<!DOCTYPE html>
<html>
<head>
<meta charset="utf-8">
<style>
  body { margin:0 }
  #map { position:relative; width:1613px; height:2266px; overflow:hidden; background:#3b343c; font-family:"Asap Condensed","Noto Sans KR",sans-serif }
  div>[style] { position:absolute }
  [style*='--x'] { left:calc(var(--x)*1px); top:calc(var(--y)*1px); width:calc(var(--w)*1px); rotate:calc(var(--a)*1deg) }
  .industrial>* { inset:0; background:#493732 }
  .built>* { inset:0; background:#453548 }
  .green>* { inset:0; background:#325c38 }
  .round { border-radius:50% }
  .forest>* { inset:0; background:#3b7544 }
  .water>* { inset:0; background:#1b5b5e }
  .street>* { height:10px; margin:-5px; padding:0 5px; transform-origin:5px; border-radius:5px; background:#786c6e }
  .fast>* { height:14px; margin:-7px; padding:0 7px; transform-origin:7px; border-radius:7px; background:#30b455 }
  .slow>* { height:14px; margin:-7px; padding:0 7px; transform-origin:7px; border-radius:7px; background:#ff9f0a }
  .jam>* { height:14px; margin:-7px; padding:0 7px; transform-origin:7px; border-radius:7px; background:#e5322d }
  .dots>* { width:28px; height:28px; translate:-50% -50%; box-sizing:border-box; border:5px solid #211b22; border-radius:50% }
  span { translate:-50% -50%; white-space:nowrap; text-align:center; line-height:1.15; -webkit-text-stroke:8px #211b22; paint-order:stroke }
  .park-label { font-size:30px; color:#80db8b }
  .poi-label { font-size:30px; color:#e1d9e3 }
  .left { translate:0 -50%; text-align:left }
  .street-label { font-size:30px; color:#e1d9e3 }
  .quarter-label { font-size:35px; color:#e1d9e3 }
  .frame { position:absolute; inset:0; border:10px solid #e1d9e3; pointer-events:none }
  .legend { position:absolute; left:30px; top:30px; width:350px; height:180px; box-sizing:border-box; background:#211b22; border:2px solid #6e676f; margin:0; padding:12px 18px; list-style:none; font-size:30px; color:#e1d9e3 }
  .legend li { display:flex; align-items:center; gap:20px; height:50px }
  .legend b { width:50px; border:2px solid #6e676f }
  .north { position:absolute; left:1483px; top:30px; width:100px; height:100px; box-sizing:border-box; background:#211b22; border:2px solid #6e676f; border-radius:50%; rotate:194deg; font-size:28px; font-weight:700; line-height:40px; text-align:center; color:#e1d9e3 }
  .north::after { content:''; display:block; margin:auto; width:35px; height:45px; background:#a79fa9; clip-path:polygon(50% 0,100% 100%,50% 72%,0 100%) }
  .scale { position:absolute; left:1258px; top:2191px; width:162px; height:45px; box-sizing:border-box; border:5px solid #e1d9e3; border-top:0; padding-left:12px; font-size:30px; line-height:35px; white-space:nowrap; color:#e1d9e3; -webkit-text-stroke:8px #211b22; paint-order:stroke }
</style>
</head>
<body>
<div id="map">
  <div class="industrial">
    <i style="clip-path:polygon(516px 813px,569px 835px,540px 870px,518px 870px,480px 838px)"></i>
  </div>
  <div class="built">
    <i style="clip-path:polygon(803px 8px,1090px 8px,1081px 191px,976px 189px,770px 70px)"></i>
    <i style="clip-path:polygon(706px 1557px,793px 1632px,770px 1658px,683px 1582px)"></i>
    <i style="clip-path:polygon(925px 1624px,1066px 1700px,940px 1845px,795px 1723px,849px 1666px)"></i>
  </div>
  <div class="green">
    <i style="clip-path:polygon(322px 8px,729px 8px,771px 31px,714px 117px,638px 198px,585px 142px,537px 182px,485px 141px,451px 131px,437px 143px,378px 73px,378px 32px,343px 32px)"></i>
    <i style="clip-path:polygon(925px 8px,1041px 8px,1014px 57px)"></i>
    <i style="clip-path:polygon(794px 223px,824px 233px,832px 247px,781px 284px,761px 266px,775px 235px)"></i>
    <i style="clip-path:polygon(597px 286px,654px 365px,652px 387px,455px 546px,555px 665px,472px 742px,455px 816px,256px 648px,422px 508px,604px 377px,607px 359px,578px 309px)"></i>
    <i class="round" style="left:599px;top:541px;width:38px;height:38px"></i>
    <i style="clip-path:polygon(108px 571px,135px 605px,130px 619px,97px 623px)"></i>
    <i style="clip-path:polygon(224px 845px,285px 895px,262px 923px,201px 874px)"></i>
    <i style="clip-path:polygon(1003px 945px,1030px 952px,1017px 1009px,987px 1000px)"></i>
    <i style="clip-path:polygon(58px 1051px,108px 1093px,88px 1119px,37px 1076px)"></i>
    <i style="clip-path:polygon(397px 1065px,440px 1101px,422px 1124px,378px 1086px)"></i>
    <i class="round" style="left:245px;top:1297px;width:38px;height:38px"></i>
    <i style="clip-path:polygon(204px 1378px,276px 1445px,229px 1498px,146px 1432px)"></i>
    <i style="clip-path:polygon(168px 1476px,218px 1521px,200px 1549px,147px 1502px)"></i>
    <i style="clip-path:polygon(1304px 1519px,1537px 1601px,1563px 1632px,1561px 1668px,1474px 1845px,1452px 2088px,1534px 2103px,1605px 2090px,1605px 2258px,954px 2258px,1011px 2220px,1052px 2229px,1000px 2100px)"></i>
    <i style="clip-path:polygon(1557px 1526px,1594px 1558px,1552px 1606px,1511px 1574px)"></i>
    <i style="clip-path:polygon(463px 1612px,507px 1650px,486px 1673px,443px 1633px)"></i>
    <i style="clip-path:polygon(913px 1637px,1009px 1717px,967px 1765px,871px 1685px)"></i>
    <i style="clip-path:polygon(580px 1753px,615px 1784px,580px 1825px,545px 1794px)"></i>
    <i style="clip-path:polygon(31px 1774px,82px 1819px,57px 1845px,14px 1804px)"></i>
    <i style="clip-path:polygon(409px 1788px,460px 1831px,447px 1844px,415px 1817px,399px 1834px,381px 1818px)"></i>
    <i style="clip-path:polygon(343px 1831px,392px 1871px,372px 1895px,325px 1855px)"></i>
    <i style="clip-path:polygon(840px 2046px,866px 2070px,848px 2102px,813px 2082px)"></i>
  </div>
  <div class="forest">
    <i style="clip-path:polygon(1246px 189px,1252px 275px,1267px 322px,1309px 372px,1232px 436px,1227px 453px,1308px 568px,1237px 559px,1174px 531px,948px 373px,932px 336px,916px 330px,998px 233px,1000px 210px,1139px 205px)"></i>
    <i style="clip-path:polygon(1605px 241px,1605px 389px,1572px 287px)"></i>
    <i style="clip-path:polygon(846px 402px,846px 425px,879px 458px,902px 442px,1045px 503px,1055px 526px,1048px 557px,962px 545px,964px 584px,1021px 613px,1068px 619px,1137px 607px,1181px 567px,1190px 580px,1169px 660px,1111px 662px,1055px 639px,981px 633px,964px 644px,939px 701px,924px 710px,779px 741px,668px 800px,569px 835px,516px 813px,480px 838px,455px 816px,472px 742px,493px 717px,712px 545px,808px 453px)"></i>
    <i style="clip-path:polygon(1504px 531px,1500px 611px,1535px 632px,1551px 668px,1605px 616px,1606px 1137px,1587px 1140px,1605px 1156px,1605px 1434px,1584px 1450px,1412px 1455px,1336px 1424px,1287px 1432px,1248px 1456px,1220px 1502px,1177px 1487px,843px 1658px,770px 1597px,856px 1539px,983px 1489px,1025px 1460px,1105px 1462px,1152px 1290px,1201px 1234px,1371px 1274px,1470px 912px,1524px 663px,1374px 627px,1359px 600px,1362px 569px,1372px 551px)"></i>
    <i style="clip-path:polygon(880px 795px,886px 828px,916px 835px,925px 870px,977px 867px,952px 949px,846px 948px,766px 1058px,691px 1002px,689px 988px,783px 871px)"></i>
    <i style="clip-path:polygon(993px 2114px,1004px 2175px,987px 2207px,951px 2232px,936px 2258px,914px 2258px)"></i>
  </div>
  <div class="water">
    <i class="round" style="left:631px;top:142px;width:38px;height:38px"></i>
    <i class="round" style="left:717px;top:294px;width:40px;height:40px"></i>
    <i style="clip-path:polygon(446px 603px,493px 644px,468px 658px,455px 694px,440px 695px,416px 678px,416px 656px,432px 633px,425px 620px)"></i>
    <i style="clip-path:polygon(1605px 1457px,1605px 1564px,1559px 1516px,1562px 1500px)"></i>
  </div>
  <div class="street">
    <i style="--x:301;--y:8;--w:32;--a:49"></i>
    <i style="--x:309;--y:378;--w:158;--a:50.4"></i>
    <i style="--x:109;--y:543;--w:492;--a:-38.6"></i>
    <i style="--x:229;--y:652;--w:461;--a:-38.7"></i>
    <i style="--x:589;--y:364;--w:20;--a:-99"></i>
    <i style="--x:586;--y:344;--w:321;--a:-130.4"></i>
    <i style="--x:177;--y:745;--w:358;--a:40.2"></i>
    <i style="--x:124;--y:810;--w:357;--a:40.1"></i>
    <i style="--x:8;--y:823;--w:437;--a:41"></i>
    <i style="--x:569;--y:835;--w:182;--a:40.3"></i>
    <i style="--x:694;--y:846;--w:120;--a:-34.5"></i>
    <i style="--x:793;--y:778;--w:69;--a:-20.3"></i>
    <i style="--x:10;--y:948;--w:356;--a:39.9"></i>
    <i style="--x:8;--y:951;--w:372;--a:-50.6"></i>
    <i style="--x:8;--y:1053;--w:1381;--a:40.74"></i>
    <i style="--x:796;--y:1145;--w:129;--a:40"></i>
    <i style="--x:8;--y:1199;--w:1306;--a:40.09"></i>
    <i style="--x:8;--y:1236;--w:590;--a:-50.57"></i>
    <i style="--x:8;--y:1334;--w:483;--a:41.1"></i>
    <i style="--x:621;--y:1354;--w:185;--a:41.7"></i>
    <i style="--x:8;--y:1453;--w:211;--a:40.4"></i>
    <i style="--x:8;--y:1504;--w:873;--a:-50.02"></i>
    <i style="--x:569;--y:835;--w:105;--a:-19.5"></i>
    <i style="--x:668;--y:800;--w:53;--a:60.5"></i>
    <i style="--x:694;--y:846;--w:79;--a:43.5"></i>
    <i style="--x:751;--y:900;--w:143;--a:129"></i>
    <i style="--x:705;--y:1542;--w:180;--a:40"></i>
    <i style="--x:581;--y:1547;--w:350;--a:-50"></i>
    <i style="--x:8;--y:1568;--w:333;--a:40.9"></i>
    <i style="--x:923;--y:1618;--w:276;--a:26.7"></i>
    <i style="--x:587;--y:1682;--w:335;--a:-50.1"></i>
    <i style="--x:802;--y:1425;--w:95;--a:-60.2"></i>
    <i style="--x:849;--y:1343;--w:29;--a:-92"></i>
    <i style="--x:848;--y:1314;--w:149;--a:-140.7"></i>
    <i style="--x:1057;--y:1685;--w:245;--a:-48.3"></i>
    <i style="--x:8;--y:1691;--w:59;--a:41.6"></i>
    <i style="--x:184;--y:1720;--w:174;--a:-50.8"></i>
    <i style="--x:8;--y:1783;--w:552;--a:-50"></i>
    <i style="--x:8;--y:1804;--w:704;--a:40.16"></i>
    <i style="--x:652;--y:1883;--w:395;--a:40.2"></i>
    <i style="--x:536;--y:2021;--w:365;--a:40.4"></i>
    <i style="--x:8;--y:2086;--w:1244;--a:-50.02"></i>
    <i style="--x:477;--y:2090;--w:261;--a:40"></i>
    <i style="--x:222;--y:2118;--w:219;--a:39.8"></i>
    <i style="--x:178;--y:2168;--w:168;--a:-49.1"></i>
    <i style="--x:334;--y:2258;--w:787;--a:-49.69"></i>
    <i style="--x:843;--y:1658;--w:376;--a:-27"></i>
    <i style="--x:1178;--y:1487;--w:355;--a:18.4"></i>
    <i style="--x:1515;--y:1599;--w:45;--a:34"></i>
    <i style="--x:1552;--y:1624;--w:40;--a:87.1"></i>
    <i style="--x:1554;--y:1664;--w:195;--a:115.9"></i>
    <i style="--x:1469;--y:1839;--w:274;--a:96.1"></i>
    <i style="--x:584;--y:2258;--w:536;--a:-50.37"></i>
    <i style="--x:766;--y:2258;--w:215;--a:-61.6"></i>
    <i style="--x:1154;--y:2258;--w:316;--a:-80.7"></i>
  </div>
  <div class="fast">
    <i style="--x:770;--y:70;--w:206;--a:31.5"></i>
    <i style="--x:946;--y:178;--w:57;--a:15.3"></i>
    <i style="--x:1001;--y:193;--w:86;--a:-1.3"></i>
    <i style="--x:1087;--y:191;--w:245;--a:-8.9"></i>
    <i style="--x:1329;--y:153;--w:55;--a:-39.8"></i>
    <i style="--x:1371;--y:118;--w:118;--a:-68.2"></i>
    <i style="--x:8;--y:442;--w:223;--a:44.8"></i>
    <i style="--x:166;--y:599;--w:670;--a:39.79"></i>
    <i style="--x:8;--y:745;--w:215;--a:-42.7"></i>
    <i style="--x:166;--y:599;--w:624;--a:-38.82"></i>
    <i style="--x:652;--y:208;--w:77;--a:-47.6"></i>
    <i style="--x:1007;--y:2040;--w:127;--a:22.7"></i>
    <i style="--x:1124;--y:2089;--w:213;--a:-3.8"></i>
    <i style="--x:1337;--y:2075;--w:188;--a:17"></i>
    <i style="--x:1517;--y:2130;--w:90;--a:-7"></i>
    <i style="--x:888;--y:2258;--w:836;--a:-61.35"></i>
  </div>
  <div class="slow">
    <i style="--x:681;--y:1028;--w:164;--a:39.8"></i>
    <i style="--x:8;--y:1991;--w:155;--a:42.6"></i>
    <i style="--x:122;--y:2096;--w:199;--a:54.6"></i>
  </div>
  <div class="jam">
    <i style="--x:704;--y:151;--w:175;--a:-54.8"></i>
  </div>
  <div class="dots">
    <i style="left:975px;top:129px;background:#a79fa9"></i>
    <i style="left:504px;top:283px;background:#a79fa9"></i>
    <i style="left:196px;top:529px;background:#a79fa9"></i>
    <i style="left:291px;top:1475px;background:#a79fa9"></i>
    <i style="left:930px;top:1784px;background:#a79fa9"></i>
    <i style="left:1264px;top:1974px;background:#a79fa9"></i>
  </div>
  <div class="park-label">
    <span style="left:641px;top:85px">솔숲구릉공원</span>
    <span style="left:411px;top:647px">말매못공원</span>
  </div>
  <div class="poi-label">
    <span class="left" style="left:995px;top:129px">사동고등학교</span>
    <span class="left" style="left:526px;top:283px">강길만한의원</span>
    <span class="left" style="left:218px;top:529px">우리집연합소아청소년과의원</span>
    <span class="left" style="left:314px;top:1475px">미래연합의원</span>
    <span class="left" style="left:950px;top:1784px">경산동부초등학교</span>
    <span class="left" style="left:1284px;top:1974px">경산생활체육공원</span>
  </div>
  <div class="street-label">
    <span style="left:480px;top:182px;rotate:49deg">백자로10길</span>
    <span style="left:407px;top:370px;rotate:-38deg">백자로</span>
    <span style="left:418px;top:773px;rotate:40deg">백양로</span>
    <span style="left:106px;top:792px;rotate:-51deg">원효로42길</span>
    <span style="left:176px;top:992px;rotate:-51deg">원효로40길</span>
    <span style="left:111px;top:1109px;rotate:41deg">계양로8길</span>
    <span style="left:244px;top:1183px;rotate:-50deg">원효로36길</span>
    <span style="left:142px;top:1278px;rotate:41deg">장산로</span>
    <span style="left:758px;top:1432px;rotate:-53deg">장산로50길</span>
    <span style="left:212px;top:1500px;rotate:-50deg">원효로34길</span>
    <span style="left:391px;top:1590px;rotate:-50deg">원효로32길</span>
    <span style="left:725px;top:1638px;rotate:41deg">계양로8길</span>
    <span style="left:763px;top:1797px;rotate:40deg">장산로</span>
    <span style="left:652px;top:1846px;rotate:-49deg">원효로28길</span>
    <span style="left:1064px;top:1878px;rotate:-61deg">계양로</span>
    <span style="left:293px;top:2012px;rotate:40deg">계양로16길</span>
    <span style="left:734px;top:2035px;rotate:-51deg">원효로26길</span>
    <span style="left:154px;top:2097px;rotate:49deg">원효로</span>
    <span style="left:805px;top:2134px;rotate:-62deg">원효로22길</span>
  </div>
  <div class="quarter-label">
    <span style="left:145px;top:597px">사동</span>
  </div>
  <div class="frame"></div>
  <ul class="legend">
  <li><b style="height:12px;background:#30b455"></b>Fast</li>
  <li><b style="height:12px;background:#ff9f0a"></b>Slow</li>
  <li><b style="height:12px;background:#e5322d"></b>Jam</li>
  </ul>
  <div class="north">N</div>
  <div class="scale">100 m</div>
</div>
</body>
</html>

REQUIREMENT. Your task is to repeat the records exactly. Begin at their first line and stop after the line containing "width:28px; height:28px; translate:-50%".

RESULT OF THIS EXERCISE.
<!DOCTYPE html>
<html>
<head>
<meta charset="utf-8">
<style>
  body { margin:0 }
  #map { position:relative; width:1613px; height:2266px; overflow:hidden; background:#3b343c; font-family:"Asap Condensed","Noto Sans KR",sans-serif }
  div>[style] { position:absolute }
  [style*='--x'] { left:calc(var(--x)*1px); top:calc(var(--y)*1px); width:calc(var(--w)*1px); rotate:calc(var(--a)*1deg) }
  .industrial>* { inset:0; background:#493732 }
  .built>* { inset:0; background:#453548 }
  .green>* { inset:0; background:#325c38 }
  .round { border-radius:50% }
  .forest>* { inset:0; background:#3b7544 }
  .water>* { inset:0; background:#1b5b5e }
  .street>* { height:10px; margin:-5px; padding:0 5px; transform-origin:5px; border-radius:5px; background:#786c6e }
  .fast>* { height:14px; margin:-7px; padding:0 7px; transform-origin:7px; border-radius:7px; background:#30b455 }
  .slow>* { height:14px; margin:-7px; padding:0 7px; transform-origin:7px; border-radius:7px; background:#ff9f0a }
  .jam>* { height:14px; margin:-7px; padding:0 7px; transform-origin:7px; border-radius:7px; background:#e5322d }
  .dots>* { width:28px; height:28px; translate:-50% -50%; box-sizing:border-box; border:5px solid #211b22; border-radius:50% }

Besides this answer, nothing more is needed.